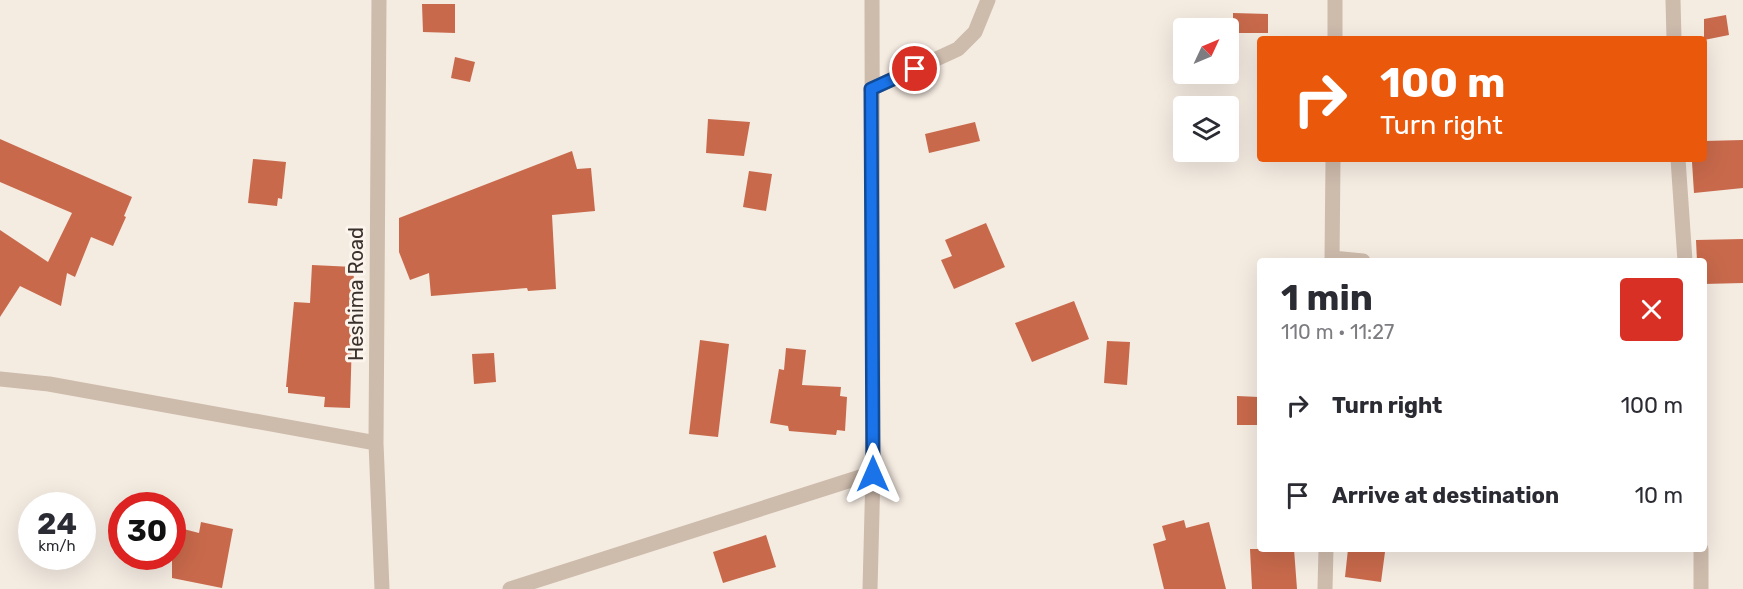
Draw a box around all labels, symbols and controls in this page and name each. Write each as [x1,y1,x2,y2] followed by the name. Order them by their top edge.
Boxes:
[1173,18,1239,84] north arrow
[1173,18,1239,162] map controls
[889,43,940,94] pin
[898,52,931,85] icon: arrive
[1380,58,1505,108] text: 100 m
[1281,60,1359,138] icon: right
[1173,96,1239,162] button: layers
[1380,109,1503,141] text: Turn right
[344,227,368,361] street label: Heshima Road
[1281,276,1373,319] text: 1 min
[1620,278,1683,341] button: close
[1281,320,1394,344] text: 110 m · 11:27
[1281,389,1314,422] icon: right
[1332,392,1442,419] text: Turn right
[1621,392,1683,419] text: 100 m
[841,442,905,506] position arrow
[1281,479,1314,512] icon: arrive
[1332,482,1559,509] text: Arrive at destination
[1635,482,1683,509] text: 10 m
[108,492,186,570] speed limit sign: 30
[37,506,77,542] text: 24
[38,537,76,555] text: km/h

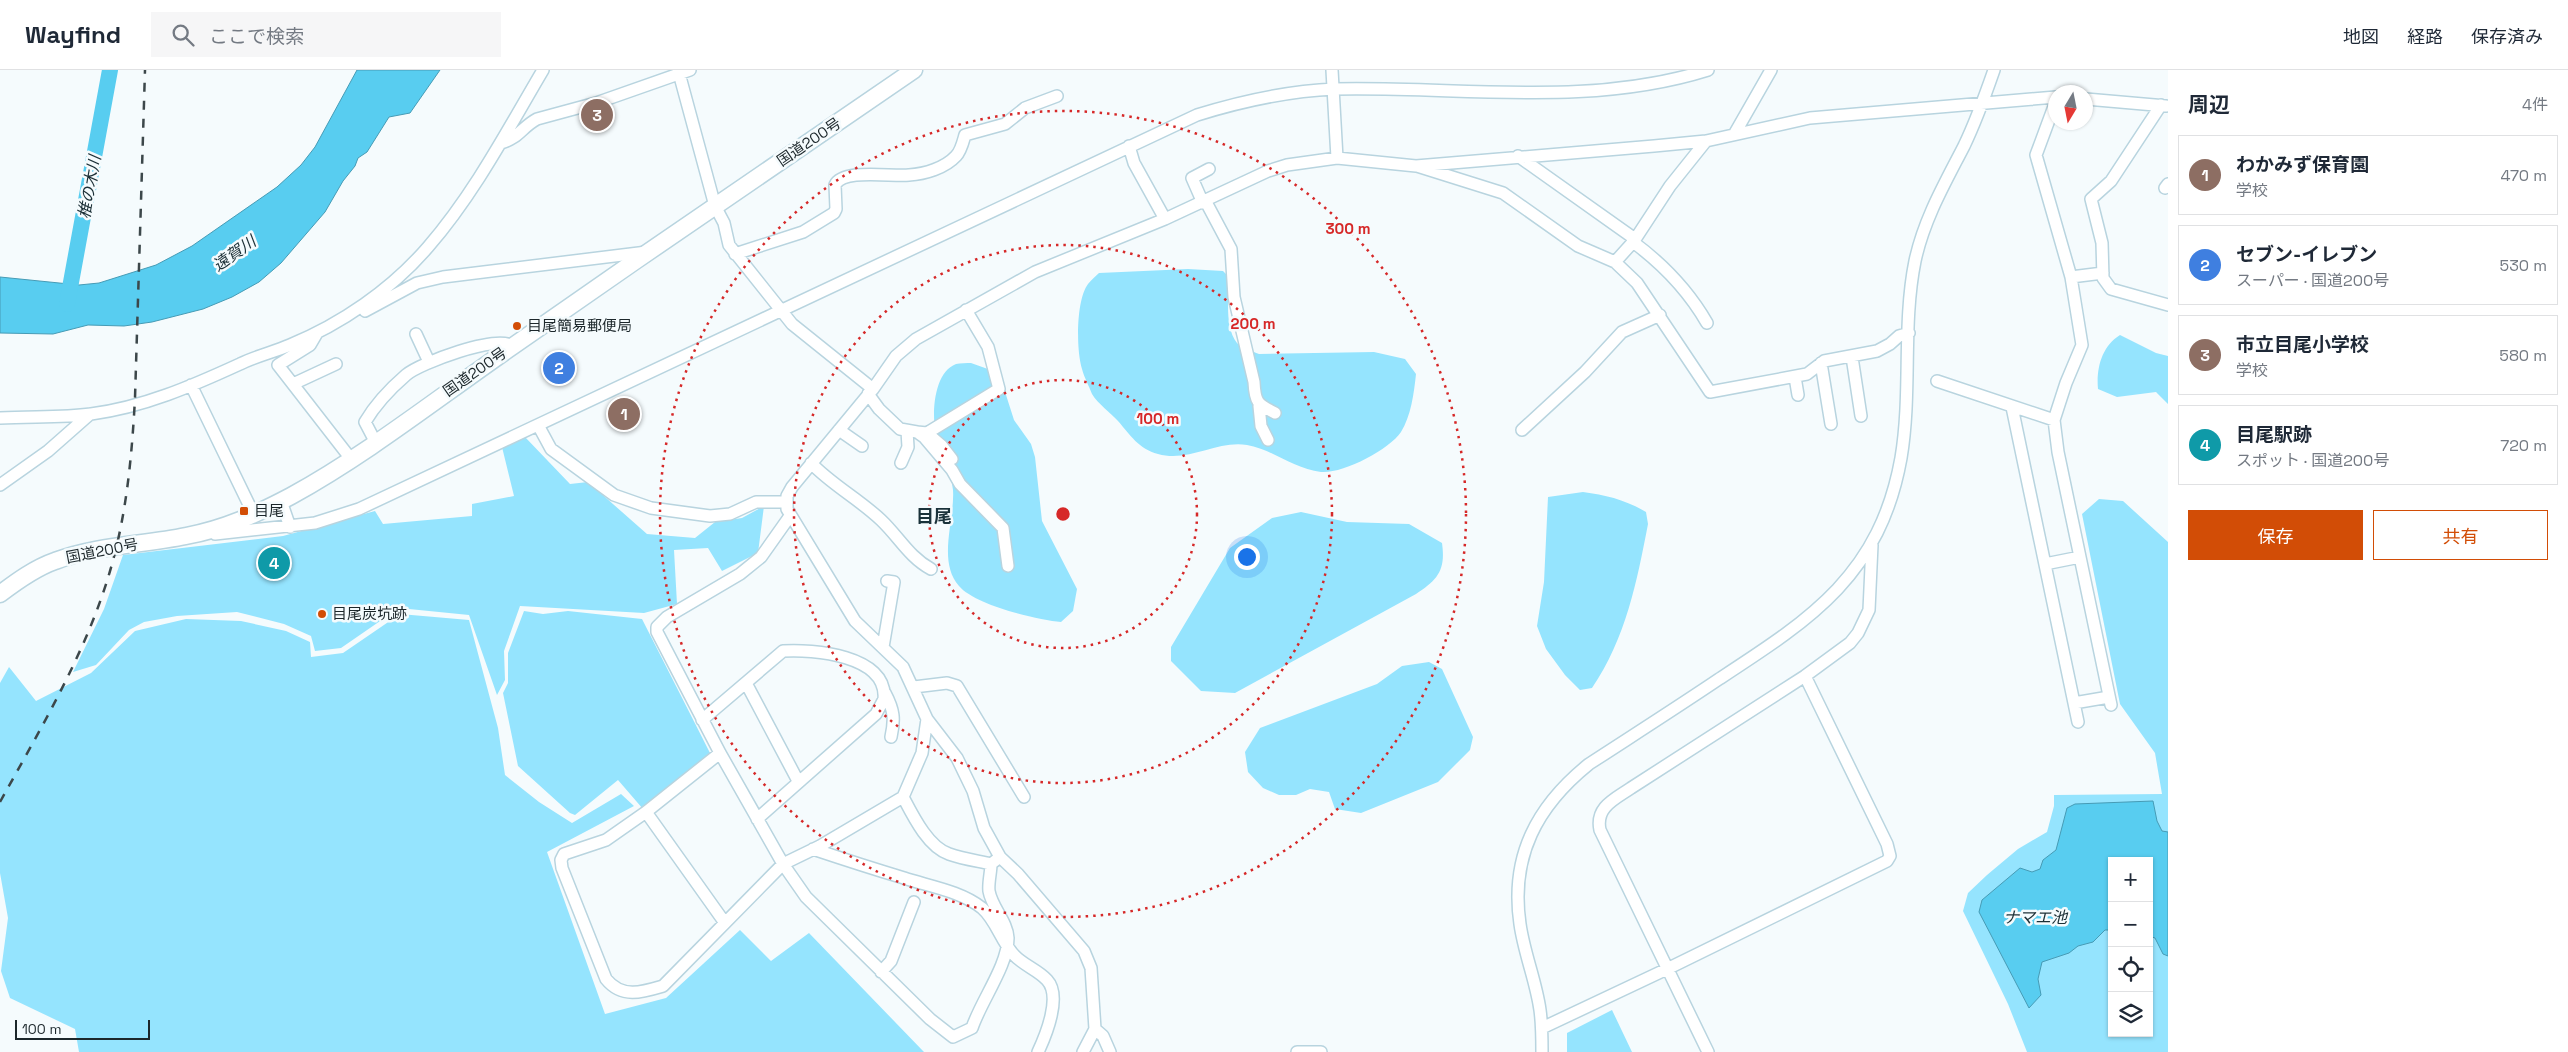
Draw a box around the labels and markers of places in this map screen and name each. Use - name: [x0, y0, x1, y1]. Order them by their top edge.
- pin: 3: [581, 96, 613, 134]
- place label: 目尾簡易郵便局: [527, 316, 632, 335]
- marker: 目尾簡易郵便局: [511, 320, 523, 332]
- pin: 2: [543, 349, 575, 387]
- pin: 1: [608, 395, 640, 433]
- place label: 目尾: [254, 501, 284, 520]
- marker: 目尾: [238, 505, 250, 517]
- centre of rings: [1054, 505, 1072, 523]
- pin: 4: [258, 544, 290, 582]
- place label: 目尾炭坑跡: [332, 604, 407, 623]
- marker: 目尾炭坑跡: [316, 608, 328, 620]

◇ ◇ ◇ ◇

Exclude all images and retype the data precisely.

--- TASK SOLUTION ---
Draw a box around all labels, symbols and controls in this page and name each. Write each as [x1,y1,x2,y2] followed by the name. Order them by their top edge.
Boxes:
[1173,18,1239,84] north arrow
[1173,18,1239,162] map controls
[889,43,940,94] pin
[898,52,931,85] icon: arrive
[1380,58,1505,108] text: 100 m
[1281,60,1359,138] icon: right
[1173,96,1239,162] button: layers
[1380,109,1503,141] text: Turn right
[344,227,368,361] street label: Heshima Road
[1281,276,1373,319] text: 1 min
[1620,278,1683,341] button: close
[1281,320,1394,344] text: 110 m · 11:27
[1281,389,1314,422] icon: right
[1332,392,1442,419] text: Turn right
[1621,392,1683,419] text: 100 m
[841,442,905,506] position arrow
[1281,479,1314,512] icon: arrive
[1332,482,1559,509] text: Arrive at destination
[1635,482,1683,509] text: 10 m
[108,492,186,570] speed limit sign: 30
[37,506,77,542] text: 24
[38,537,76,555] text: km/h

Draw a box around the labels and markers of places in this map screen and name each. Use - name: [x0, y0, x1, y1]. Order them by their top edge.
- pin: 3: [581, 96, 613, 134]
- place label: 目尾簡易郵便局: [527, 316, 632, 335]
- marker: 目尾簡易郵便局: [511, 320, 523, 332]
- pin: 2: [543, 349, 575, 387]
- pin: 1: [608, 395, 640, 433]
- place label: 目尾: [254, 501, 284, 520]
- marker: 目尾: [238, 505, 250, 517]
- centre of rings: [1054, 505, 1072, 523]
- pin: 4: [258, 544, 290, 582]
- place label: 目尾炭坑跡: [332, 604, 407, 623]
- marker: 目尾炭坑跡: [316, 608, 328, 620]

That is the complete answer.